Selina Hastings

House of memories

Selina Hastings recalls her visit in 1989 to Lady Beauchamp, mistress of Madresfield

Selina Hastings recalls her visit in 1989 to Lady Beauchamp, mistress of Madresfield

Madresfield: the name is now almost as lustrous with literary association as Little Gidding or Adlestrop. To the admirers of Evelyn Waugh, Madresfield is hallowed ground: ‘It’s where Waugh stayed, you know, when he was writing Brideshead Revisited. In fact Madresfield is Brideshead, and the Lygon family is the absolute model for the Flytes, for Sebastian and Bridie and Julia and so on. I mean, look at Lord Marchmain living in exile abroad with his mistress: exactly the same as Lord Beauchamp — only it wasn’t a mistress in his case, of course.’

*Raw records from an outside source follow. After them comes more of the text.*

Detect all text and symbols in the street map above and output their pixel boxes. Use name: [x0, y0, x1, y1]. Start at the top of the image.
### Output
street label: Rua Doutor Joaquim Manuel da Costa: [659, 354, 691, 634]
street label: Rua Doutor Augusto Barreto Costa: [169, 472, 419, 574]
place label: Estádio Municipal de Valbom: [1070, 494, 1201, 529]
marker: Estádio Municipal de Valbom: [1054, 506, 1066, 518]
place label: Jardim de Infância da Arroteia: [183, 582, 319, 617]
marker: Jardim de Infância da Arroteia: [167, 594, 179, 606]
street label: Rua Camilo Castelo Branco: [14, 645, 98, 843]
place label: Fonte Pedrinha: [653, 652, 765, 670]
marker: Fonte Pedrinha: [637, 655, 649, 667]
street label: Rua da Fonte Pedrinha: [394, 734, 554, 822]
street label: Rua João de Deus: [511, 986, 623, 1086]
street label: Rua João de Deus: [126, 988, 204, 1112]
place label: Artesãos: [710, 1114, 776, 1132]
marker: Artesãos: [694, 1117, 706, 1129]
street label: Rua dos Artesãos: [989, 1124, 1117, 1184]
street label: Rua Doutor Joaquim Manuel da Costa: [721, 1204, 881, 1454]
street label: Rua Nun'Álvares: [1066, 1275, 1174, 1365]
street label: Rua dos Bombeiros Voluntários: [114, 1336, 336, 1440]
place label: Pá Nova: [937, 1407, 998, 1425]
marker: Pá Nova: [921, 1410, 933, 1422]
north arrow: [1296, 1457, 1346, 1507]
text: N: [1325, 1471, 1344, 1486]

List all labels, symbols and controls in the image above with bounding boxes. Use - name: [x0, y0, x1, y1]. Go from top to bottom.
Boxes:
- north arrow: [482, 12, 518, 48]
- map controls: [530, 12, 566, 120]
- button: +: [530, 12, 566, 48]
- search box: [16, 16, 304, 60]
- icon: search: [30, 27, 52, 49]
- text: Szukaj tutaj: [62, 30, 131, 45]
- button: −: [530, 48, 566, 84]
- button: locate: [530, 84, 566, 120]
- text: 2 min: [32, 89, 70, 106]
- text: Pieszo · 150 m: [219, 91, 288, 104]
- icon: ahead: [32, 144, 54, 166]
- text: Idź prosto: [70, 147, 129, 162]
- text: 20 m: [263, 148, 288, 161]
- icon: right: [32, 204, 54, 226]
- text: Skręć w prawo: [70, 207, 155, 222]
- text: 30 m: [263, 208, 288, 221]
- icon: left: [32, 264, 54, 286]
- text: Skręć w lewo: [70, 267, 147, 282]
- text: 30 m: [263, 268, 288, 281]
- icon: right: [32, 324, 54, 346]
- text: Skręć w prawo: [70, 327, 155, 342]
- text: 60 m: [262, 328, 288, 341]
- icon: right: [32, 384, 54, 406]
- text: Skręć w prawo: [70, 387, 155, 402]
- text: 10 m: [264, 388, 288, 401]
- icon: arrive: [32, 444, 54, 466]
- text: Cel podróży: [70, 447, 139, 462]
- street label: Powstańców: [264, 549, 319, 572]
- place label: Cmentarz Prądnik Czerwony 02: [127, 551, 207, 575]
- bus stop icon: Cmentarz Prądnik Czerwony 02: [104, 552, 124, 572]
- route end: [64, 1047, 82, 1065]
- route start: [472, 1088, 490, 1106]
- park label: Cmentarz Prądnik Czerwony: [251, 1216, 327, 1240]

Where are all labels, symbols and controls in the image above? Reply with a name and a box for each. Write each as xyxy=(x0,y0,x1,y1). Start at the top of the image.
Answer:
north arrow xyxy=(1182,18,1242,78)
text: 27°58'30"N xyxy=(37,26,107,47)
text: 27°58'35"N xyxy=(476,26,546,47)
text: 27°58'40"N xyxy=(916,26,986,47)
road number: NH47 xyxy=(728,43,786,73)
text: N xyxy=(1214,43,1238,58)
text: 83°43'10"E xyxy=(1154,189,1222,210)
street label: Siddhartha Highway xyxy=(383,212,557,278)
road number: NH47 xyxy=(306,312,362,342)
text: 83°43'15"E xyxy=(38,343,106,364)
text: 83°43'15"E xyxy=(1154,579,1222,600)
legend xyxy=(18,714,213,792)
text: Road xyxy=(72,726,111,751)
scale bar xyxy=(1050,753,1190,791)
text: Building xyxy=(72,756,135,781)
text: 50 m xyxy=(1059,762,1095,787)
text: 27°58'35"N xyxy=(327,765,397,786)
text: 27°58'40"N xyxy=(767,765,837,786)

Well, yes and no. Mad World by Paula Byrne, reviewed last week, has further disentangled truth from fiction. It is true that Lord Beauchamp, married to the sister of that bad bully, Bendor, Duke of Westminster, was run out of the country by his powerful brother-in-law for homosexuality. It is also true that, like Lord Marchmain, Lord Beauchamp spent most of the rest of his life abroad, returning to Madresfield, like Marchmain to Brideshead, for only the last two years of his life. But unlike Lord Marchmain, he made no deathbed reconciliation with the Catholic Church; for although the chapel at Madresfield does feature famously in Brideshead, the Lygons were never Catholic, and nor did Waugh stay at Madresfield while writing the book.

In the novel, Bridie appals his family by marrying Beryl Muspratt, a stout widow with three children from Falmouth. Lord Elmley, before he succeeded to the earldom, also married a widow with a child. But no Mrs Muspratt she.

When I visited Countess Beauchamp in 1989, who had been mistress of Madresfield for 50 years, she was still, at 94, slender, beautifully dressed, expertly made-up and strikingly pretty.